Re: [openstack-dev] [nova] Metadata API cross joining "instance_metadata" and "instance_system_metadata"

2018-10-23 Thread Sergio A. de Carvalho Jr.
Make sense, Dan.

Thanks so much for your help.

Sergio

On Tue, Oct 23, 2018 at 5:01 PM Dan Smith  wrote:

> > I tested a code change that essentially reverts
> > https://review.openstack.org/#/c/276861/1/nova/api/metadata/base.py
> >
> > In other words, with this change metadata tables are not fetched by
> > default in API requests. If I understand correctly, metadata is
> > fetched in separate queries as the instance object is
> > created. Everything seems to work just fine, and I've considerably
> > reduced the amount of data fetched from the database, as well as
> > reduced the average response time of API requests.
> >
> > Given how simple it is and the results I'm getting, I don't see any
> > reason not to patch my clusters with this change.
> >
> > Do you guys see any other impact this change could have? Anything that
> > it could potentially break?
>
> This is probably fine as a bandage fix, but it's not the right one for
> upstream, IMHO. By doing what you did, you cause two RPC round-trips to
> fetch the instance and then the metadata every single time the metadata
> API is hit (not including the cache). By converting the DB load to do
> the two-step, we still hit the DB twice, but only one RPC round-trip,
> which will be much more efficient especially at load/scale.
>
> --Dan
>
__
OpenStack Development Mailing List (not for usage questions)
Unsubscribe: openstack-dev-requ...@lists.openstack.org?subject:unsubscribe
http://lists.openstack.org/cgi-bin/mailman/listinfo/openstack-dev


Re: [openstack-dev] [nova] Metadata API cross joining "instance_metadata" and "instance_system_metadata"

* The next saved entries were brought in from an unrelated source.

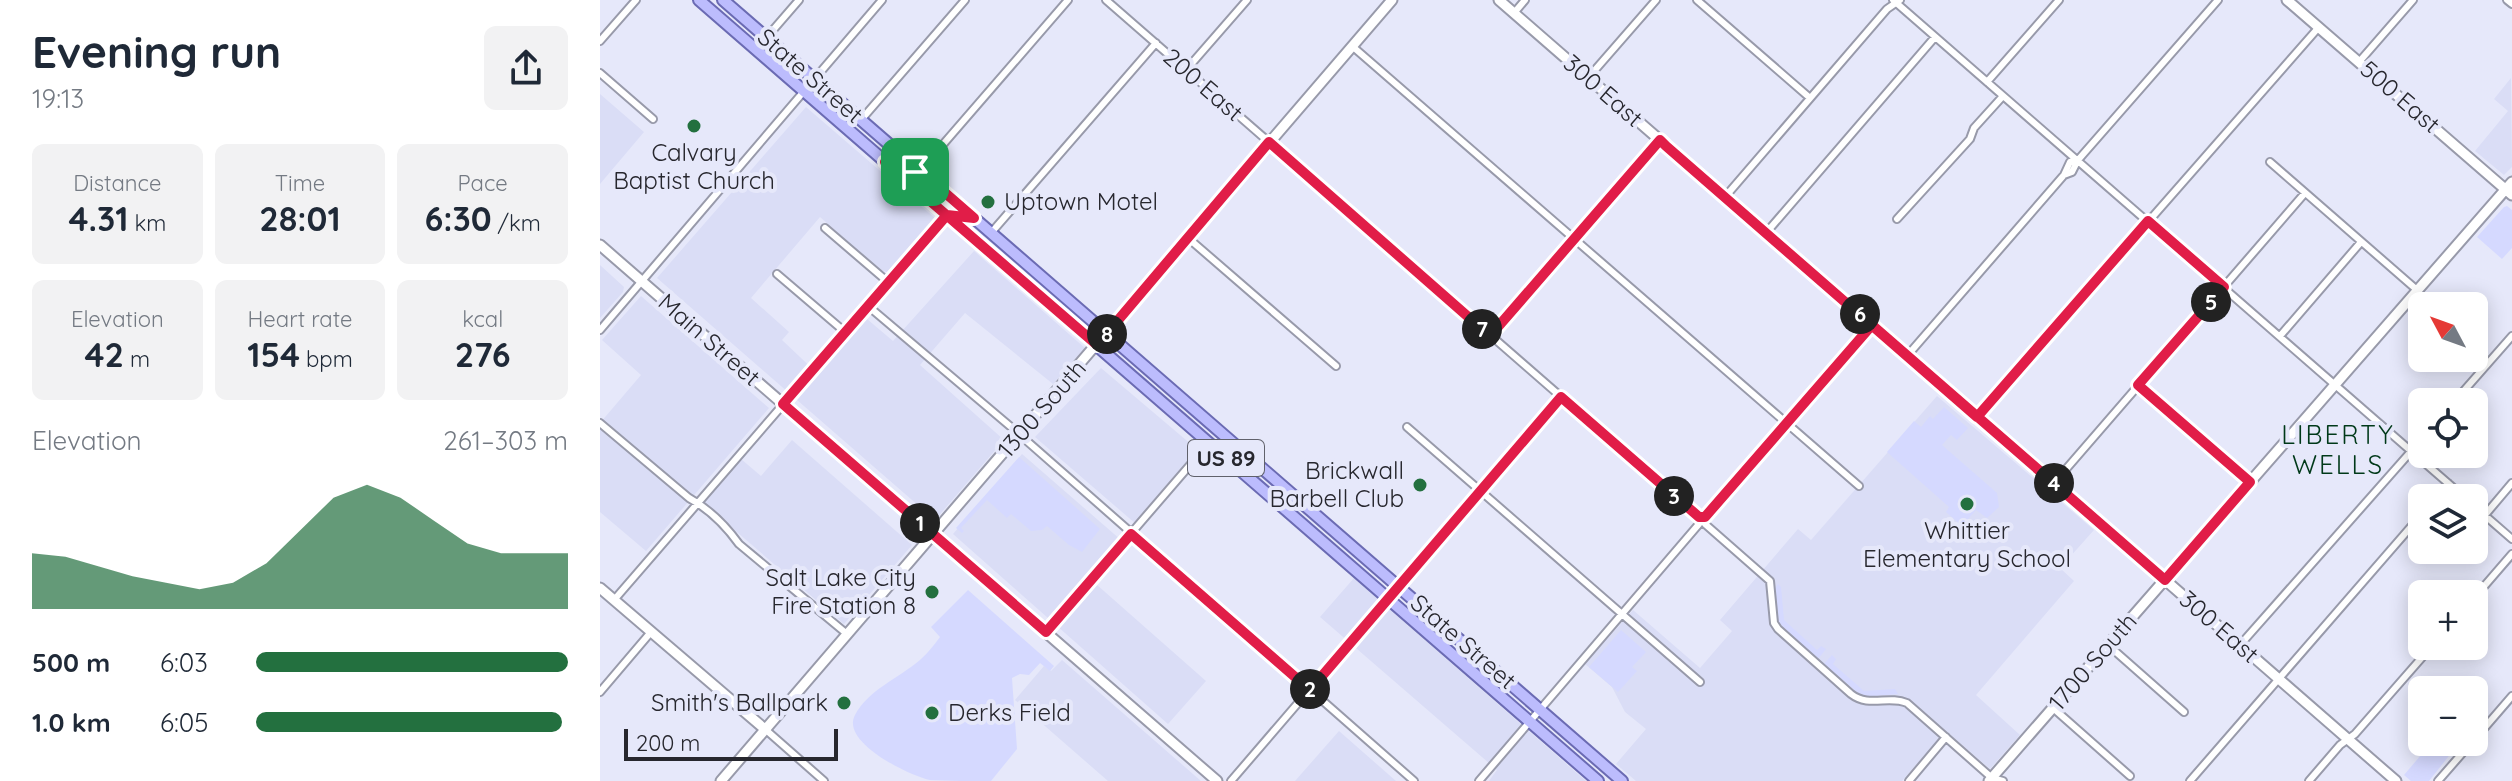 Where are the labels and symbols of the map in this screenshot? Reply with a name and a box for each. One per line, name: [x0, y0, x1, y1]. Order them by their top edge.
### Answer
street label: State Street: [752, 21, 870, 129]
street label: 200 East: [1158, 41, 1250, 127]
street label: 300 East: [1558, 48, 1649, 133]
street label: 500 East: [2355, 54, 2447, 139]
marker: Calvary Baptist Church: [685, 117, 703, 135]
place label: Calvary Baptist Church: [613, 137, 775, 195]
pin: [881, 138, 949, 206]
place label: Uptown Motel: [1004, 186, 1158, 216]
marker: Uptown Motel: [979, 193, 997, 211]
pin: 5: [2191, 282, 2231, 322]
street label: Main Street: [652, 287, 767, 392]
north arrow: [2408, 292, 2488, 372]
pin: 6: [1840, 294, 1880, 334]
pin: 7: [1462, 309, 1502, 349]
pin: 8: [1087, 314, 1127, 354]
street label: 1300 South: [991, 353, 1092, 463]
district label: LIBERTY WELLS: [2281, 418, 2395, 481]
road number: US 89: [1188, 440, 1264, 476]
place label: Brickwall Barbell Club: [1270, 455, 1404, 513]
pin: 4: [2034, 463, 2074, 503]
marker: Brickwall Barbell Club: [1411, 476, 1429, 494]
pin: 3: [1654, 476, 1694, 516]
marker: Whittier Elementary School: [1958, 495, 1976, 513]
pin: 1: [900, 503, 940, 543]
place label: Whittier Elementary School: [1863, 515, 2071, 573]
place label: Salt Lake City Fire Station 8: [766, 562, 916, 620]
marker: Salt Lake City Fire Station 8: [923, 583, 941, 601]
street label: 300 East: [2174, 584, 2265, 669]
street label: State Street: [1405, 587, 1523, 695]
street label: 1700 South: [2042, 606, 2143, 716]
pin: 2: [1290, 669, 1330, 709]
place label: Smith's Ballpark: [651, 687, 828, 717]
marker: Smith's Ballpark: [835, 694, 853, 712]
place label: Derks Field: [948, 697, 1071, 727]
marker: Derks Field: [923, 704, 941, 722]
scale bar: [624, 725, 838, 761] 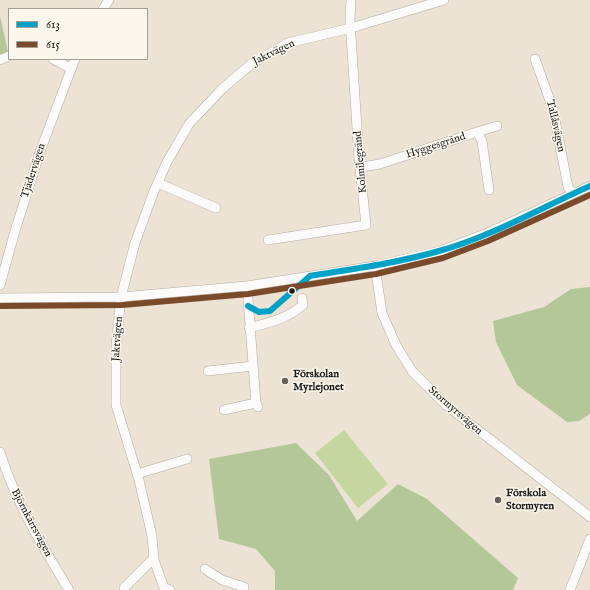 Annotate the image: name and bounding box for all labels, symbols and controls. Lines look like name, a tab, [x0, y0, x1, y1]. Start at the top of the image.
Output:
legend	[8, 8, 148, 60]
text: 613	[46, 17, 60, 32]
text: 615	[46, 37, 60, 52]
street label: Jaktvägen	[251, 37, 297, 69]
street label: Tallåsvägen	[543, 99, 567, 153]
street label: Kolmilegränd	[352, 130, 370, 194]
street label: Hyggesgränd	[405, 130, 467, 162]
street label: Tjädervägen	[19, 142, 49, 200]
unlabelled marker	[287, 286, 297, 296]
street label: Jaktvägen	[110, 316, 126, 362]
place label: Förskolan Myrlejonet	[293, 368, 344, 394]
marker: Förskolan Myrlejonet	[280, 376, 290, 386]
street label: Stormyrsvägen	[425, 384, 485, 438]
street label: Björnkärrsvägen	[8, 487, 54, 559]
place label: Förskola Stormyren	[506, 487, 554, 513]
marker: Förskola Stormyren	[493, 495, 503, 505] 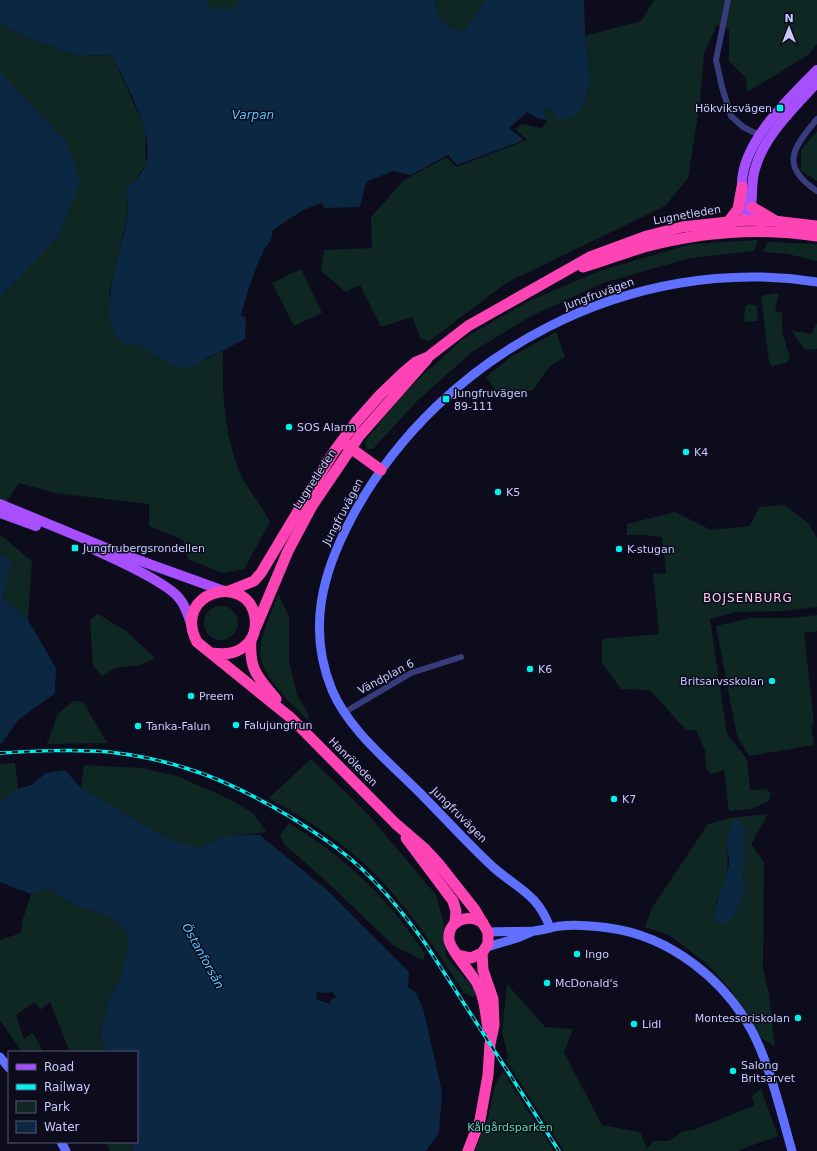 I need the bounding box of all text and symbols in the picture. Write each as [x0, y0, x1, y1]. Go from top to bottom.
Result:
north arrow [769, 8, 809, 48]
text: N [784, 12, 794, 25]
place label: Hökviksvägen [695, 102, 772, 115]
marker: Hökviksvägen [775, 103, 785, 113]
water label: Varpan [232, 108, 274, 122]
street label: Lugnetleden [652, 203, 722, 227]
street label: Jungfruvägen [561, 275, 636, 313]
place label: Jungfruvägen 89-111 [453, 387, 528, 413]
marker: Jungfruvägen 89-111 [441, 394, 451, 404]
place label: SOS Alarm [297, 421, 356, 434]
marker: SOS Alarm [284, 422, 294, 432]
place label: K4 [694, 446, 708, 459]
street label: Lugnetleden [291, 447, 339, 511]
marker: K4 [681, 447, 691, 457]
street label: Jungfruvägen [320, 476, 366, 548]
place label: K5 [506, 486, 520, 499]
marker: K5 [493, 487, 503, 497]
place label: Jungfrubergsrondellen [82, 542, 205, 555]
marker: Jungfrubergsrondellen [70, 543, 80, 553]
place label: K-stugan [627, 543, 675, 556]
marker: K-stugan [614, 544, 624, 554]
district label: BOJSENBURG [703, 591, 793, 605]
street label: Vändplan 6 [356, 657, 416, 697]
place label: K6 [538, 663, 552, 676]
marker: K6 [525, 664, 535, 674]
place label: Britsarvsskolan [680, 675, 764, 688]
marker: Britsarvsskolan [767, 676, 777, 686]
place label: Preem [199, 690, 234, 703]
marker: Preem [186, 691, 196, 701]
place label: Falujungfrun [244, 719, 312, 732]
place label: Tanka-Falun [145, 720, 211, 733]
marker: Falujungfrun [231, 720, 241, 730]
marker: Tanka-Falun [133, 721, 143, 731]
street label: Hanröleden [326, 735, 380, 789]
street label: Jungfruvägen [428, 784, 490, 846]
place label: K7 [622, 793, 636, 806]
marker: K7 [609, 794, 619, 804]
water label: Östanforsån [179, 920, 229, 991]
place label: Ingo [585, 948, 609, 961]
marker: Ingo [572, 949, 582, 959]
place label: McDonald's [555, 977, 619, 990]
marker: McDonald's [542, 978, 552, 988]
place label: Montessoriskolan [695, 1012, 790, 1025]
marker: Montessoriskolan [793, 1013, 803, 1023]
place label: Lidl [642, 1018, 661, 1031]
marker: Lidl [629, 1019, 639, 1029]
legend [8, 1051, 138, 1143]
place label: Salong Britsarvet [741, 1059, 796, 1085]
text: Road [44, 1060, 74, 1074]
marker: Salong Britsarvet [728, 1066, 738, 1076]
text: Railway [44, 1080, 90, 1094]
text: Park [44, 1100, 70, 1114]
text: Water [44, 1120, 80, 1134]
park label: Kålgårdsparken [467, 1121, 553, 1134]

2018-10-23 Thread Dan Smith
> I tested a code change that essentially reverts
> https://review.openstack.org/#/c/276861/1/nova/api/metadata/base.py
>
> In other words, with this change metadata tables are not fetched by
> default in API requests. If I understand correctly, metadata is
> fetched in separate queries as the instance object is
> created. Everything seems to work just fine, and I've considerably
> reduced the amount of data fetched from the database, as well as
> reduced the average response time of API requests.
>
> Given how simple it is and the results I'm getting, I don't see any
> reason not to patch my clusters with this change.
>
> Do you guys see any other impact this change could have? Anything that
> it could potentially break?

This is probably fine as a bandage fix, but it's not the right one for
upstream, IMHO. By doing what you did, you cause two RPC round-trips to
fetch the instance and then the metadata every single time the metadata
API is hit (not including the cache). By converting the DB load to do
the two-step, we still hit the DB twice, but only one RPC round-trip,
which will be much more efficient especially at load/scale.

--Dan

__
OpenStack Development Mailing List (not for usage questions)
Unsubscribe: openstack-dev-requ...@lists.openstack.org?subject:unsubscribe
http://lists.openstack.org/cgi-bin/mailman/listinfo/openstack-dev


Re: [openstack-dev] [nova] Metadata API cross joining "instance_metadata" and "instance_system_metadata"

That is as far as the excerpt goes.